El comienzo de La tiranía en Chile es una meditación, entre histórica y sociológica, sobre la división profunda de clases en la América hispana, la existencia de tres grupos antagónicos que han convivido como enemigos y se han relacionado a través del miedo y el odio mutuos, en una guerra sorda: la oligarquía, la clase media y una gran masa proletaria. En Chile, con una terminología más autóctona: «caballeros», «siúticos» y «rotos». (La distinción quizá fue por primera vez puesta en papel por Vicuña en el folleto La crisis moral de Chile, una conferencia dada en Buenos Aires en diciembre de 1928.) También es un recuento de la historia oligárquica antirrepublicana chilena. Mario Góngora, en su Ensayo histórico sobre la noción de Estado en Chile (1981), cita como «un pasaje panfletario divertido» la enumeración que hace Vicuña de algunos miembros de la oligarquía: «Ahí están, como en una justa, en los salones del Club de la Unión, los Errázuriz numerosos y tercos, los Ovalles campanudos, los austeros y secos Valdeses, los afables y elegantes del Río, los Lyon agusanados y huecos, los Amunátegui acomodaticios y fofos, los testarudos y codiciosos Echeniques, los linajudos y variados Figueroas, los vacíos y solemnes Tocornales…». Panfleto, si lo es, de gran estilo, cuyas resonancias se percibirán en el Canto general de Neruda.

Inventario humano

Quizá si lo más sugerente de La tiranía en Chile está en los retratos, abrasivos, precisos, con nombres y apellidos, de algunos prohombres de la época, ya fueran oligarcas o partidarios de Ibáñez (o ambas cosas). A continuación, una muestra de su cáustica galería de hombres poco notables. Ladislao Errázuriz: «Hombre rico y honrado, tiene esa inteligencia vasca, despejada y concreta, sin profundidad ni fantasía, que permite administrar y conservar los bienes de la tierra». José Santos Salas: «Alto, joven, pelado, de mirada estrábica y vagabunda, hablaba, hablaba, hablaba, interminablemente, con un chisporroteo de frases rotundas y vacías, en que la necedad y la grandilocuencia se daban un beso espasmódico y sonoro». Ismael Tocornal: «Su inteligencia es menos que mediocre, su criterio infantil; su imaginación no ha funcionado nunca. El dinero le ha permitido algunas veces pronunciar discursos interesantes, pagados a buen precio». O las estampas poco lisonjeras de políticos como Manuel Rivas Vicuña o Eliodoro Yáñez; o de escritores como Pedro Prado y Eduardo Barrios (ministro de Educación con Ibáñez) o del «poeta opulento y estrafalario» Vicente Huidobro: «Era un joven bilingüe, que escribía nada mal en iberoide y en galoide, y lograba hacer sonreír a las damas incomprendidas».

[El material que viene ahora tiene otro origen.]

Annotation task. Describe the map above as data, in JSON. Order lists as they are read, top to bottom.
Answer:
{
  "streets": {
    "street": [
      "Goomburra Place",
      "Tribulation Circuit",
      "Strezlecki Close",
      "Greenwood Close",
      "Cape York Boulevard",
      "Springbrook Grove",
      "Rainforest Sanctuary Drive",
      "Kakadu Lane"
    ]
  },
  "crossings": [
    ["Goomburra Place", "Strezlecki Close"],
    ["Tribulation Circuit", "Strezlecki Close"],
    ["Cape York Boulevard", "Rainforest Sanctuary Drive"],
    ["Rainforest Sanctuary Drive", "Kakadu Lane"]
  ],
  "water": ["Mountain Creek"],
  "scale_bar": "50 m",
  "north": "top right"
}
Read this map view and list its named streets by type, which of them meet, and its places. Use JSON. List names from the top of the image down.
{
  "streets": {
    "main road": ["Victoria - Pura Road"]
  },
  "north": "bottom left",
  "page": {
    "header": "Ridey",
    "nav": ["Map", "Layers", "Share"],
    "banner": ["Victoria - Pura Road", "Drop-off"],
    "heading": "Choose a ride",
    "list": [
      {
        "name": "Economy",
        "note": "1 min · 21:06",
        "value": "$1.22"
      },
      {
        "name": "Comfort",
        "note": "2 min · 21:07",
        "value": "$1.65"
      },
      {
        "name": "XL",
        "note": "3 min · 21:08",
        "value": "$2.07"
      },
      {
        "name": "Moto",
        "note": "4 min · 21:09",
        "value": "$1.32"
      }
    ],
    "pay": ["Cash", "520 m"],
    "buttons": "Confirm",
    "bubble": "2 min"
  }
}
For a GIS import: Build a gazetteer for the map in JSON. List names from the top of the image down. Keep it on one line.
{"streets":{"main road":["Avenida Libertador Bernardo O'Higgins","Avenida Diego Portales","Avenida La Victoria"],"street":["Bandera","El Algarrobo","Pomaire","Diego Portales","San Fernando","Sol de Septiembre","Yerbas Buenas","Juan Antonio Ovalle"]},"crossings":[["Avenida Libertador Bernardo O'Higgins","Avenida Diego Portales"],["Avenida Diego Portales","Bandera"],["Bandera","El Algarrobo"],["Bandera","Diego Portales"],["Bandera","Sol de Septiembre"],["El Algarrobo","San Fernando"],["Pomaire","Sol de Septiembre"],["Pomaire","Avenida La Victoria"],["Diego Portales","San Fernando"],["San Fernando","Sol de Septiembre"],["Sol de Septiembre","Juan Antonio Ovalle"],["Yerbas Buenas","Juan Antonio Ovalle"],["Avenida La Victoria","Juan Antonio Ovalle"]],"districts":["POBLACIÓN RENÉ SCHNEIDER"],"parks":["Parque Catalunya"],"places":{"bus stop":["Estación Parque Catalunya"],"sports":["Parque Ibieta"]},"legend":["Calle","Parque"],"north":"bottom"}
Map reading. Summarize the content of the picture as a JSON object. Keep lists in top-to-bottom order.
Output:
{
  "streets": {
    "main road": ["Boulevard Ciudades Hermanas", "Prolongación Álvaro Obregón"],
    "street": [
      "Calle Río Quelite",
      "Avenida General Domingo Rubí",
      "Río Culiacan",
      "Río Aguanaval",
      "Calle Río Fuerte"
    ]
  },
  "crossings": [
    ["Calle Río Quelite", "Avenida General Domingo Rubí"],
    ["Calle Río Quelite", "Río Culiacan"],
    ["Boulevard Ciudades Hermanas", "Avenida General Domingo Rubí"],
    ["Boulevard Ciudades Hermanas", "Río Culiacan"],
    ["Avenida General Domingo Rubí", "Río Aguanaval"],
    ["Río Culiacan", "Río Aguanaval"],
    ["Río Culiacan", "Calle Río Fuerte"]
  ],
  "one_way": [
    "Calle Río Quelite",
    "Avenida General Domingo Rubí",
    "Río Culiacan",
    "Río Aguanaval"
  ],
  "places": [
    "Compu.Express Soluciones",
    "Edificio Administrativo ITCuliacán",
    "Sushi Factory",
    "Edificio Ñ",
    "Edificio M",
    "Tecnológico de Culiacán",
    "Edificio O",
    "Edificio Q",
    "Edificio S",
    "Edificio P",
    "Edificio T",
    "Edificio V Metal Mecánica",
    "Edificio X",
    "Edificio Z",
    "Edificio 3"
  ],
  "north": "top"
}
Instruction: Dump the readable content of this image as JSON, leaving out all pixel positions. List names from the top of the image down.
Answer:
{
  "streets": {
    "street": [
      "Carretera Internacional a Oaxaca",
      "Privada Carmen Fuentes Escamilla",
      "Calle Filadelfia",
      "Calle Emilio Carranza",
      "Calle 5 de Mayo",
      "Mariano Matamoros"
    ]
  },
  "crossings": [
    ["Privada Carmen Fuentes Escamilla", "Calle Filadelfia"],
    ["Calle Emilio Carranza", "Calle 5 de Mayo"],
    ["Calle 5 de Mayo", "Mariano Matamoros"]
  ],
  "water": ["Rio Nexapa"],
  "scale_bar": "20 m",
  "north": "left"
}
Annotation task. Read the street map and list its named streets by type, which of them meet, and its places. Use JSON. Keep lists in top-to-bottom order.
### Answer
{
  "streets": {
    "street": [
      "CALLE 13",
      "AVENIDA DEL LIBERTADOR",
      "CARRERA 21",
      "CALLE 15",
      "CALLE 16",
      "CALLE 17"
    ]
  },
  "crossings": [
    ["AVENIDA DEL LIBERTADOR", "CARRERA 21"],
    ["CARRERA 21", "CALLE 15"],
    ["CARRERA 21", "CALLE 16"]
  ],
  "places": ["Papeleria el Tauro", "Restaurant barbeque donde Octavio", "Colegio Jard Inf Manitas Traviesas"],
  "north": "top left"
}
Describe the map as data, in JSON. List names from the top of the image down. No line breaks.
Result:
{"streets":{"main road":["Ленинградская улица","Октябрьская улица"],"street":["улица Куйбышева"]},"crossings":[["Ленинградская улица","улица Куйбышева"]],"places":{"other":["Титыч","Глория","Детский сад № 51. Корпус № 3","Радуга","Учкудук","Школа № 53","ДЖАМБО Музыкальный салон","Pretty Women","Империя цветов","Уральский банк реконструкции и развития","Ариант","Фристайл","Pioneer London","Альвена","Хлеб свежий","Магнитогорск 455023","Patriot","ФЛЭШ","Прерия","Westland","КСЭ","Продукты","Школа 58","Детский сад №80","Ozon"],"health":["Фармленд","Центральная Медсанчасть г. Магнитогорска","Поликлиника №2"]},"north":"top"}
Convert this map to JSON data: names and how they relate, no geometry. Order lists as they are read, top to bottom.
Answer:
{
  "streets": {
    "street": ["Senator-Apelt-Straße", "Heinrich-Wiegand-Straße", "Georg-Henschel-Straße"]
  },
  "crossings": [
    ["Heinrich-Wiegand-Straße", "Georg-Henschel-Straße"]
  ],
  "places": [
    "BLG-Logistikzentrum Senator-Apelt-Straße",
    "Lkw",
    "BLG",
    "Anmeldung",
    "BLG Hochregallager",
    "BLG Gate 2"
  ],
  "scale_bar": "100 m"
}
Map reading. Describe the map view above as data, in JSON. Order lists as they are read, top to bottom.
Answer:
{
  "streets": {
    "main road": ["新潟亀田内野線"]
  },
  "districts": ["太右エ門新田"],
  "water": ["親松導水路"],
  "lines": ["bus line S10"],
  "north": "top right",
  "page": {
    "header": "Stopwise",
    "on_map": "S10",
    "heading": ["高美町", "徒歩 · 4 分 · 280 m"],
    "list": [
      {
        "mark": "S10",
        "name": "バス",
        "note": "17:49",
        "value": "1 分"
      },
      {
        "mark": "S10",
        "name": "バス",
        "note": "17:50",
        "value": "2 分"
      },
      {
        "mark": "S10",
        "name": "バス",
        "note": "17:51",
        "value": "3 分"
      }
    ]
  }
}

Años después, al ser sometido a un juicio (pero no por difamación), Vicuña dirá: «Puedo declarar al Tribunal que no he sido desmentido jamás, porque jamás he faltado a la verdad». Puede ser. El libro es imprescindible como documento histórico, pero debe leerse con más de un grano de sal. No obstante su sinceridad, el ánimo de diatriba roza más de una vez la injuria. De Luis Barros Borgoño dice: «Perfecto pavo real, ostentoso como un advenedizo, solo le interesaba de la Presidencia, a que había aspirado durante toda su vida, la decoración y la pompa». Pero también lo acusa de secuestrar papeles y correspondencia familiar, y de haberse casado por motivos financieros con una mujer mayor.

Para qué hablar de Ibáñez y su «horda de espías, de chacales, de esbirros, de tontos y logreros», como los llama en La caída del coronel. Ventura Maturana, Pablo Ramírez, Conrado Ríos, Carlos Dávila, Mario Bravo y otros son parte de ella.

Una particular inquina tiene hacia Conrado Ríos Gallardo. Su primera aparición en La tiranía en Chile es en la noche del 8 de septiembre de 1924, en el diario La Nación, en general hostil al movimiento: «Solo simpatizaba con él un periodista presuntuoso y sin letras, sietemesino de un metro cincuenta de estatura, calvo y simiesco, que nadie tomaba en serio y era antes bien el blanco de todas las burlas. Lo llamaban Conrado y se le reían en su cara abusando de su cobardía». Cuando es nombrado canciller dice de este personaje: «Siendo solo un tití, casi, casi se sentía todo un gorila». Y lo seguirá en libros posteriores, por ejemplo, en La caída del coronel (1951): «El tonto más chico de cuerpo pero más estrepitoso de toda su comparsa, el lastimoso y mecánico Conradete».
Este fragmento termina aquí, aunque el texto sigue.